AVAILABLE RECORDS START

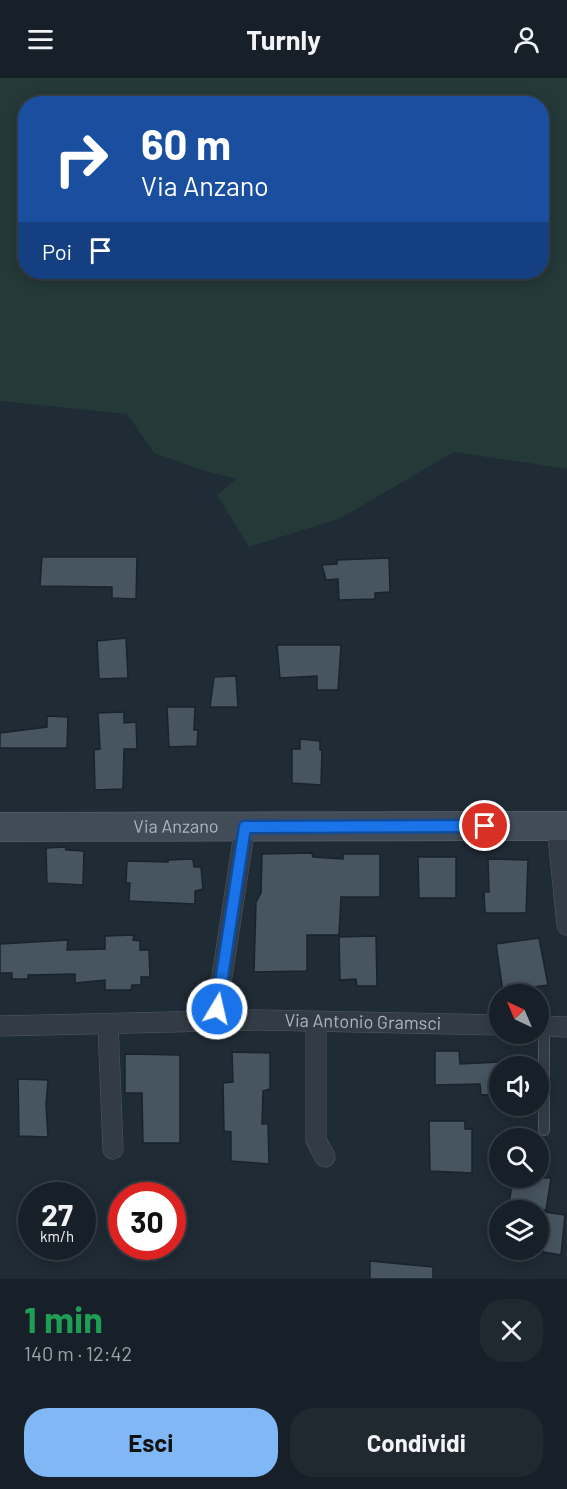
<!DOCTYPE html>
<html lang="it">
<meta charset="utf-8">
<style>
:root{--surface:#172028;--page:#202830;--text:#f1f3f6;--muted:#9ea3a8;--line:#363e45;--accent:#7fb8f5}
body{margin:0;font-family:Barlow,sans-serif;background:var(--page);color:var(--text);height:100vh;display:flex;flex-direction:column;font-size:22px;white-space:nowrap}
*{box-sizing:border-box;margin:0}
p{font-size:20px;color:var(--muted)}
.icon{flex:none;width:33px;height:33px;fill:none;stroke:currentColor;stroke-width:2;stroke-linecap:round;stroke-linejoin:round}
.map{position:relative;height:1201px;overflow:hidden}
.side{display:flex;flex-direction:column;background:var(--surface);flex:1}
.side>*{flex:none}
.top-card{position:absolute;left:18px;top:18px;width:531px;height:183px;border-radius:24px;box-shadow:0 3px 15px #0003,0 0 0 2px var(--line);background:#1a4fa0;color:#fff;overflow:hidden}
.needle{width:39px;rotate:316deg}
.controls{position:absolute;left:489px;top:906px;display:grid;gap:12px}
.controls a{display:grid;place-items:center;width:60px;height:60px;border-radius:50%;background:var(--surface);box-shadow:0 3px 15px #0003,0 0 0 2px var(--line);font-size:30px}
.speed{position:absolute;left:18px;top:1104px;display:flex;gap:12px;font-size:30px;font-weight:700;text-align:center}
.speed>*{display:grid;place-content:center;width:78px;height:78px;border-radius:50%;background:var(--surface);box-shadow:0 3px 15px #0003,0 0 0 2px var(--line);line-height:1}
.speed small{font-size:15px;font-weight:400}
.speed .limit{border:9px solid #d22;background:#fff;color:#111}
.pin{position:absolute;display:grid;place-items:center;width:51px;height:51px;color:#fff;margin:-26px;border:3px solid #fff;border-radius:50%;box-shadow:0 2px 6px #0007}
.me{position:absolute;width:66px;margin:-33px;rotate:9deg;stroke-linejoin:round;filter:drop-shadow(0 0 4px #0008)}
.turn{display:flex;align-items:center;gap:21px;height:126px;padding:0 24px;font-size:27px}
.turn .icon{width:78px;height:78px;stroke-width:2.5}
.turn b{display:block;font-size:42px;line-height:51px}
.then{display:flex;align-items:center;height:57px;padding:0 24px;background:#0003;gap:12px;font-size:22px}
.round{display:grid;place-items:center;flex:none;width:63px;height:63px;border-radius:24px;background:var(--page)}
.overview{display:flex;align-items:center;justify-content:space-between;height:102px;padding:0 24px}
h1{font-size:36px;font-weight:700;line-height:45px;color:#1e9e55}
.action{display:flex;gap:12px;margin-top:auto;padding:12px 24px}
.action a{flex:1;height:69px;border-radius:24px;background:var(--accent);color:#111;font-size:24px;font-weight:700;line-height:69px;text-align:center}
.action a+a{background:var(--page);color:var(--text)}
header{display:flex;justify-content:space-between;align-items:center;height:78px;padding:0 24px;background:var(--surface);font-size:27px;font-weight:700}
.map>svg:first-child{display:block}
</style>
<header><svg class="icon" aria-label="menu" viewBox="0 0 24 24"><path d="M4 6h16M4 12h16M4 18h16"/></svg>Turnly<svg class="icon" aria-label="person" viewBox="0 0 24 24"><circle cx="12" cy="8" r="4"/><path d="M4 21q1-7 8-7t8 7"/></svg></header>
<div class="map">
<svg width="567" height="1201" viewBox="0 0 567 1201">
<rect width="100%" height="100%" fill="#1f2b35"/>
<path fill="#243938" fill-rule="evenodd" d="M 0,0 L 567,0 L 567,391 L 454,374 L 341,440 L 249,469 L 217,417 L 236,401 L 202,392 L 154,375 L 127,336 L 0,323 ZM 26,26 L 542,26 L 542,194 L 26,194 Z"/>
<path fill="#475561" stroke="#1a232c" stroke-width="1.5" d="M 42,479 L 137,479 L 136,521 L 112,520 L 112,509 L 40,508 Z
M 389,480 L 390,514 L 375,515 L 375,521 L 339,522 L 338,501 L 326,502 L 322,487 L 337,486 L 337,482 Z
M 126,560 L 128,600 L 99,601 L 97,563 Z
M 277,567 L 341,567 L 338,612 L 317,612 L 317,598 L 280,600 Z
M 236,598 L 238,629 L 210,629 L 214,599 Z
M 167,629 L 195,629 L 194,652 L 198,652 L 197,668 L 169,669 Z
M 124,634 L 124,645 L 136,644 L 137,671 L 124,671 L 123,711 L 95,712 L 94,672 L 100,671 L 98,635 Z
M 47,638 L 68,639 L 67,670 L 0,670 L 0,655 L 47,649 Z
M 300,661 L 320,663 L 320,672 L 322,672 L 321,707 L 292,705 L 292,671 L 300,671 Z
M 65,769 L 66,772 L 84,773 L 83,807 L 47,805 L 46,770 Z
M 312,775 L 313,779 L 343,781 L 343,776 L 380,776 L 380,819 L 341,819 L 339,857 L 307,857 L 307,893 L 254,894 L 256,824 L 261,815 L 262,776 Z
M 418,779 L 456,779 L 456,820 L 419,820 Z
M 193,781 L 194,789 L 201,789 L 203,811 L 195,813 L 195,826 L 129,823 L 130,805 L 126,805 L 127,783 L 168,784 L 168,782 Z
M 488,781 L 528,782 L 526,835 L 485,835 L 484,814 L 489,814 Z
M 134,857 L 133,862 L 140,863 L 140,872 L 149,872 L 150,899 L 141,899 L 141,907 L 132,907 L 131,912 L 105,912 L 105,902 L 75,905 L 75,896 L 28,897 L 28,901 L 12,901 L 12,895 L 0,895 L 0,866 L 68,862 L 67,872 L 105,871 L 105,858 Z
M 376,858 L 377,908 L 357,908 L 356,901 L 340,902 L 339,859 Z
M 539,860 L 548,907 L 520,911 L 521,916 L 506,916 L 505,913 L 503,913 L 496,866 Z
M 435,973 L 459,973 L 460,986 L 500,984 L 500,1016 L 481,1017 L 480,1006 L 435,1007 Z
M 232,974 L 270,975 L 270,1011 L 263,1013 L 262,1046 L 268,1046 L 269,1086 L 231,1083 L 231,1054 L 224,1053 L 223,1005 L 233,1004 Z
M 125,976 L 180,977 L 180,1065 L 143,1065 L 142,1015 L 125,1015 Z
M 18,1001 L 48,1002 L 46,1027 L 48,1059 L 19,1058 Z
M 429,1043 L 465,1043 L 465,1051 L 472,1051 L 472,1095 L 430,1093 Z
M 513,1100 L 551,1100 L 546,1132 L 508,1132 Z
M 538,1133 L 565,1137 L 561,1177 L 538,1173 Z
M 370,1183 L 433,1189 L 433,1201 L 370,1201 Z"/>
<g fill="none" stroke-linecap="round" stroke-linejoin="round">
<defs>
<path id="lane" d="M 544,948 L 544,1052"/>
<g id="street">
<path d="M 557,748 L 567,847"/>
<path d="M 227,943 L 217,931 L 245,749"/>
<path d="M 316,944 L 316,1062 L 325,1079"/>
<path d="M 108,946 L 113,1071"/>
<path id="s1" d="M 0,948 L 259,942 L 500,947"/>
<path d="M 538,948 L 567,949"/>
</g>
<g id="secondary">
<path id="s2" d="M 0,749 L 567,748"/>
</g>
</defs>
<use href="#lane" stroke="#505a64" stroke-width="12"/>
<use href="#street" stroke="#505a64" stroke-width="21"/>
<use href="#secondary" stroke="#505a64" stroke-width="30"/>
<use href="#lane" stroke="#333c45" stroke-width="10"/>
<use href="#street" stroke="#333c45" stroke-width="20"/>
<use href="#secondary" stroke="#414c58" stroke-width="28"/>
</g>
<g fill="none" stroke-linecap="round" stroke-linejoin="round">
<defs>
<path id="route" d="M 217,931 L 245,749 L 485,748"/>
</defs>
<use href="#route" stroke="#114b97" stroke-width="15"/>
<use href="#route" stroke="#1a73e8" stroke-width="10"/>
</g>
<g text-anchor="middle" stroke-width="5" stroke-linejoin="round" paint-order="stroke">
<g font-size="18" fill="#acb7c3" stroke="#18212a">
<text dy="6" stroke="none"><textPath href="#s2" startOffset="176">Via Anzano</textPath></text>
<text dy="6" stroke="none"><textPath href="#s1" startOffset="363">Via Antonio Gramsci</textPath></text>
</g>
</g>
</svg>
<div class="controls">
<a><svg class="needle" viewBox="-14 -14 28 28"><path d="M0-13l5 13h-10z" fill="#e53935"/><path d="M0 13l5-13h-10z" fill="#9ea3a8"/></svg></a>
<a><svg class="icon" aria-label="sound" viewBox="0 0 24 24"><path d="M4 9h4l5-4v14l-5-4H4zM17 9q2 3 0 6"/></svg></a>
<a><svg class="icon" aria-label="search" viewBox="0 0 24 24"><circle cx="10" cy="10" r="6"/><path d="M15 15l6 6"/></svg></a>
<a><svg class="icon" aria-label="layers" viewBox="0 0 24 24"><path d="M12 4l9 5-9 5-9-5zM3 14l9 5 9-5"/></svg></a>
</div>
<div class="speed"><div>27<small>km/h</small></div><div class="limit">30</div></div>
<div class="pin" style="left:485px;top:748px;background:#d93025"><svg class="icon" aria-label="arrive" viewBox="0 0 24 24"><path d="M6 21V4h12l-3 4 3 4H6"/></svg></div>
<svg class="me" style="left:217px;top:931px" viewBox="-20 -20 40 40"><circle r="17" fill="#1a73e8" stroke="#fff" stroke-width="3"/><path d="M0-11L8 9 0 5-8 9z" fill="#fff"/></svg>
<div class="top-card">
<div class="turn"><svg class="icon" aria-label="right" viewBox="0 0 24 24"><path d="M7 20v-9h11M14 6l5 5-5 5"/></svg><div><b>60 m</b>Via Anzano</div></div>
<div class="then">Poi<svg class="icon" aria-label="arrive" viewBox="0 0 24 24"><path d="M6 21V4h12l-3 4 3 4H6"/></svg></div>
</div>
</div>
<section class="side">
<div class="overview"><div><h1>1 min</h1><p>140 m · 12:42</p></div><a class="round"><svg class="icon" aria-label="close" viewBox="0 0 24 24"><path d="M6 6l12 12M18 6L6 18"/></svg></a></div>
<div class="action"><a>Esci</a><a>Condividi</a></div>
</section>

AVAILABLE RECORDS END

EXERCISE PROMPT:
Give the number of lines above containing the word "solid", with no other text.

RESPONSE TO THIS EXERCISE:
2